Return the data that follows, keeping every word and mark unchanged.

Saved data entries:
------

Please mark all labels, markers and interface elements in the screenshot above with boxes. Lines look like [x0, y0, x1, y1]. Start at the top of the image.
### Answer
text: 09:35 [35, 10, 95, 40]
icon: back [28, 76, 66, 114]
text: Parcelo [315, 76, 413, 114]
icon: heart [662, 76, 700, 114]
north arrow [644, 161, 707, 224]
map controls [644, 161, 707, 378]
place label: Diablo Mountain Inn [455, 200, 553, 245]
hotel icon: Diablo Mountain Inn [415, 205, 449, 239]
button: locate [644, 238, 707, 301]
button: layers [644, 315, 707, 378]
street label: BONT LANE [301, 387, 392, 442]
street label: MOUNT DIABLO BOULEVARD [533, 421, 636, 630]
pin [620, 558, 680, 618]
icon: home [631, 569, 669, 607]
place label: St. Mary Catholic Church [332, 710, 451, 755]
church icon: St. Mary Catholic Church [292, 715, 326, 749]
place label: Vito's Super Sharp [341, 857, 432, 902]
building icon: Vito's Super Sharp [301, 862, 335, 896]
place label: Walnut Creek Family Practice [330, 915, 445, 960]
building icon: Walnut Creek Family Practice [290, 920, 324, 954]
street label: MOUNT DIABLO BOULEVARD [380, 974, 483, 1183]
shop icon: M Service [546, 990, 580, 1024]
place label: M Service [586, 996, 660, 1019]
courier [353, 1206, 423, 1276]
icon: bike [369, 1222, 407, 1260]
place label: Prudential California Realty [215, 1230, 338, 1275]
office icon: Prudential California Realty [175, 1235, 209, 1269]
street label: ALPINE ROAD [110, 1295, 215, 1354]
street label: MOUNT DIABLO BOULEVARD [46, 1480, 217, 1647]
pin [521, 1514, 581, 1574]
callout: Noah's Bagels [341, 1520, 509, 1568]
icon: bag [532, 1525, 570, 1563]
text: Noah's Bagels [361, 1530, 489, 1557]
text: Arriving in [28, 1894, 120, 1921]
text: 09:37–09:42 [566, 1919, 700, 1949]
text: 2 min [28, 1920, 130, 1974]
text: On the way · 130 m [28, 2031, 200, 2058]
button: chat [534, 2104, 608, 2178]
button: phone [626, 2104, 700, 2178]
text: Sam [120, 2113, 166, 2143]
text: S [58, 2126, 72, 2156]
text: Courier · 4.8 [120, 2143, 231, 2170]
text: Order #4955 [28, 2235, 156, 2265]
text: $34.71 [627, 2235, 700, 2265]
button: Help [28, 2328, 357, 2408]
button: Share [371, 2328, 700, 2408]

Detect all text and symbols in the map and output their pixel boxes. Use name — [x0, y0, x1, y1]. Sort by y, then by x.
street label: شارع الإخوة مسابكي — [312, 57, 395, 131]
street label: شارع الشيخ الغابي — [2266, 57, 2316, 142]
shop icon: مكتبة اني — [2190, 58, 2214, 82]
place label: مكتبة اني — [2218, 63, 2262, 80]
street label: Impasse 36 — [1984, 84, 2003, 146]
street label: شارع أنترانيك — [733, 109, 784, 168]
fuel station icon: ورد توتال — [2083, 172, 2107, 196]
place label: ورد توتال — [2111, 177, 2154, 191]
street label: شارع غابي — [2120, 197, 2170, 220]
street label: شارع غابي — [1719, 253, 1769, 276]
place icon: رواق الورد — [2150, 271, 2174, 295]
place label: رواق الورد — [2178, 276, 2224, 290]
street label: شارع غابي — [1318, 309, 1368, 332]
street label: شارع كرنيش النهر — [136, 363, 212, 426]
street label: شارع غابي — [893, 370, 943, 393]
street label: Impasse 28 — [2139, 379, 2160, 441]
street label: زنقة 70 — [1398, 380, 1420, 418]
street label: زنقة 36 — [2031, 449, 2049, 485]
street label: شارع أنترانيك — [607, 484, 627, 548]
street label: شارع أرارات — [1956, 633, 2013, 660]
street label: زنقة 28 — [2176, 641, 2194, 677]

------

▶ TASK RESULT:
Please mark all labels, markers and interface elements in the screenshot above with boxes. Lines look like [x0, y0, x1, y1]. Start at the top of the image.
### Answer
text: 09:35 [35, 10, 95, 40]
icon: back [28, 76, 66, 114]
text: Parcelo [315, 76, 413, 114]
icon: heart [662, 76, 700, 114]
north arrow [644, 161, 707, 224]
map controls [644, 161, 707, 378]
place label: Diablo Mountain Inn [455, 200, 553, 245]
hotel icon: Diablo Mountain Inn [415, 205, 449, 239]
button: locate [644, 238, 707, 301]
button: layers [644, 315, 707, 378]
street label: BONT LANE [301, 387, 392, 442]
street label: MOUNT DIABLO BOULEVARD [533, 421, 636, 630]
pin [620, 558, 680, 618]
icon: home [631, 569, 669, 607]
place label: St. Mary Catholic Church [332, 710, 451, 755]
church icon: St. Mary Catholic Church [292, 715, 326, 749]
place label: Vito's Super Sharp [341, 857, 432, 902]
building icon: Vito's Super Sharp [301, 862, 335, 896]
place label: Walnut Creek Family Practice [330, 915, 445, 960]
building icon: Walnut Creek Family Practice [290, 920, 324, 954]
street label: MOUNT DIABLO BOULEVARD [380, 974, 483, 1183]
shop icon: M Service [546, 990, 580, 1024]
place label: M Service [586, 996, 660, 1019]
courier [353, 1206, 423, 1276]
icon: bike [369, 1222, 407, 1260]
place label: Prudential California Realty [215, 1230, 338, 1275]
office icon: Prudential California Realty [175, 1235, 209, 1269]
street label: ALPINE ROAD [110, 1295, 215, 1354]
street label: MOUNT DIABLO BOULEVARD [46, 1480, 217, 1647]
pin [521, 1514, 581, 1574]
callout: Noah's Bagels [341, 1520, 509, 1568]
icon: bag [532, 1525, 570, 1563]
text: Noah's Bagels [361, 1530, 489, 1557]
text: Arriving in [28, 1894, 120, 1921]
text: 09:37–09:42 [566, 1919, 700, 1949]
text: 2 min [28, 1920, 130, 1974]
text: On the way · 130 m [28, 2031, 200, 2058]
button: chat [534, 2104, 608, 2178]
button: phone [626, 2104, 700, 2178]
text: Sam [120, 2113, 166, 2143]
text: S [58, 2126, 72, 2156]
text: Courier · 4.8 [120, 2143, 231, 2170]
text: Order #4955 [28, 2235, 156, 2265]
text: $34.71 [627, 2235, 700, 2265]
button: Help [28, 2328, 357, 2408]
button: Share [371, 2328, 700, 2408]

Detect all text and symbols in the map and output their pixel boxes. Use name — [x0, y0, x1, y1]. Sort by y, then by x.
street label: شارع الإخوة مسابكي — [312, 57, 395, 131]
street label: شارع الشيخ الغابي — [2266, 57, 2316, 142]
shop icon: مكتبة اني — [2190, 58, 2214, 82]
place label: مكتبة اني — [2218, 63, 2262, 80]
street label: Impasse 36 — [1984, 84, 2003, 146]
street label: شارع أنترانيك — [733, 109, 784, 168]
fuel station icon: ورد توتال — [2083, 172, 2107, 196]
place label: ورد توتال — [2111, 177, 2154, 191]
street label: شارع غابي — [2120, 197, 2170, 220]
street label: شارع غابي — [1719, 253, 1769, 276]
place icon: رواق الورد — [2150, 271, 2174, 295]
place label: رواق الورد — [2178, 276, 2224, 290]
street label: شارع غابي — [1318, 309, 1368, 332]
street label: شارع كرنيش النهر — [136, 363, 212, 426]
street label: شارع غابي — [893, 370, 943, 393]
street label: Impasse 28 — [2139, 379, 2160, 441]
street label: زنقة 70 — [1398, 380, 1420, 418]
street label: زنقة 36 — [2031, 449, 2049, 485]
street label: شارع أنترانيك — [607, 484, 627, 548]
street label: شارع أرارات — [1956, 633, 2013, 660]
street label: زنقة 28 — [2176, 641, 2194, 677]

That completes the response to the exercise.